Again, thank you all for keeping this case and the discussions alive. It really means a lot to our families that people haven't forgotten!
lbourdakis (anonymous profile)
June 15, 2012 at 8:39 p.m. (Suggest removal)
This is classic of the Dudley-Waldman modus operandi, wherein the service of the community at large, justice and the law takes a back seat to personal ambition, ego, and the scandal of a "win-loss" record as the driving force behind the local D.A.'s office. But what do we expect? This is the same corrupt, self-aggrandizing culture that allowed Tom Sneddon to squander upwards of $3,000,000 going after Michael Jackson with sketchy "evidence" provided by questionable complaining witnesses with motivations having nothing to do with Truth. Waldman herself is a dessicated, passed-over clueless functionary serving the politically-motivated Dudley regime who is assigned cases prosecuted with the weakest of evidence simply to keep her in her place; a paper-pusher without an original thought. As Mr. Welsh so cogently points out: it ain't their money, so they spend it unaccountably and at their whim in pursuit of anything but the public good or the cause of justice. Winning and losing are the only things they fight for. When is the Grand Jury going to look at this office?
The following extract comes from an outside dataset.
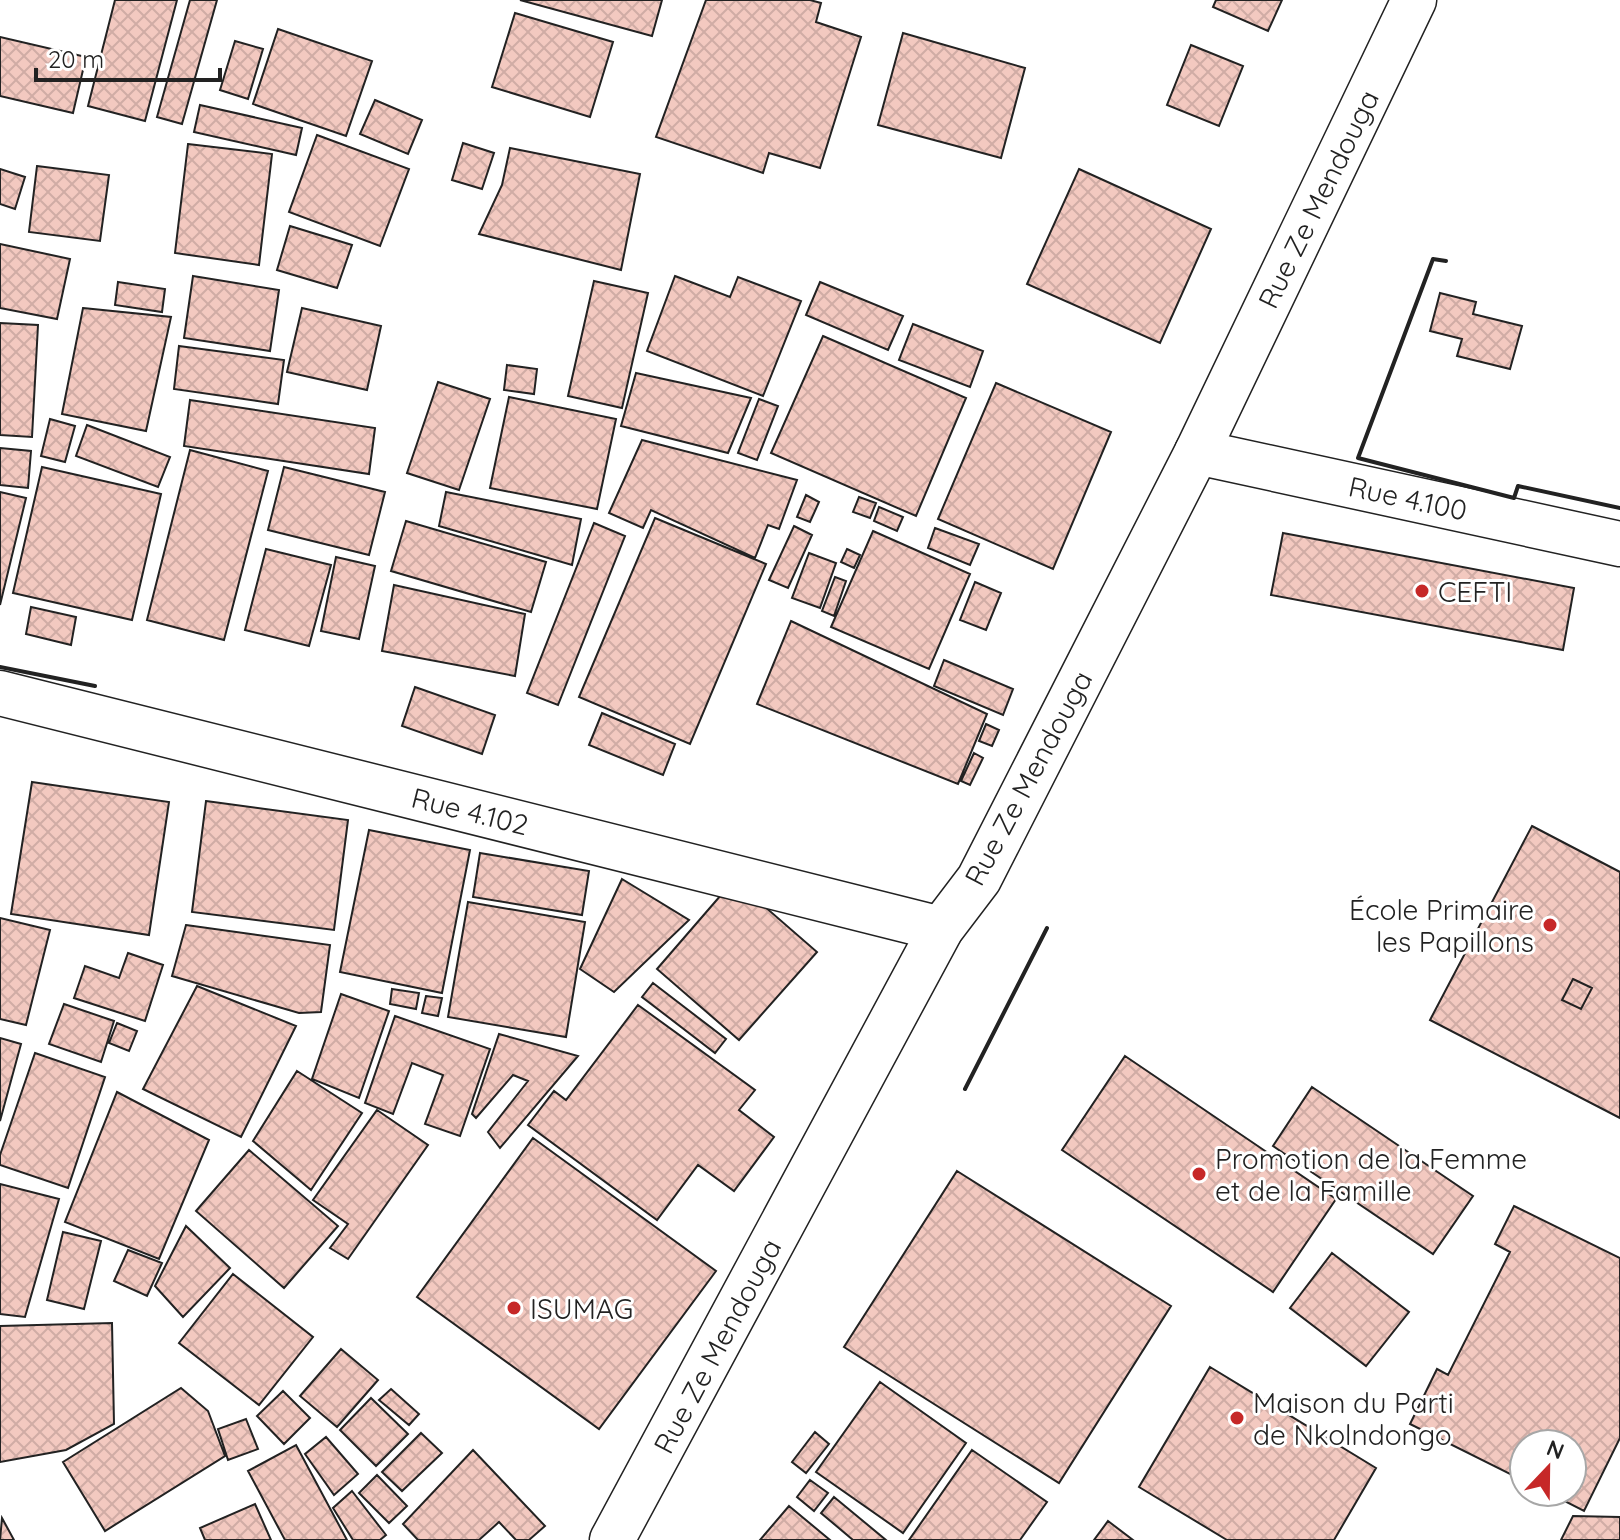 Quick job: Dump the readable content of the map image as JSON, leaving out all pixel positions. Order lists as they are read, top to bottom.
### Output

jjabercrombie66 (anonymous profile)
June 18, 2012 at 5:03 p.m. (Suggest removal)
jjabercrombie for DA
Ken_Volok (anonymous profile)
June 18, 2012 at 6:11 p.m. (Suggest removal)
Hagen is a crank; see, e.g., http://www.amazon.com/review/R1X3DTTT...
truth_machine (anonymous profile)
June 20, 2012 at 1:22 p.m. (Suggest removal)
"That was Margaret's area of expertise."
I feel for you, but both being a sister of a victim and on a first name basis with Dr. Hagen makes anything you have to say about her utterly unreliable.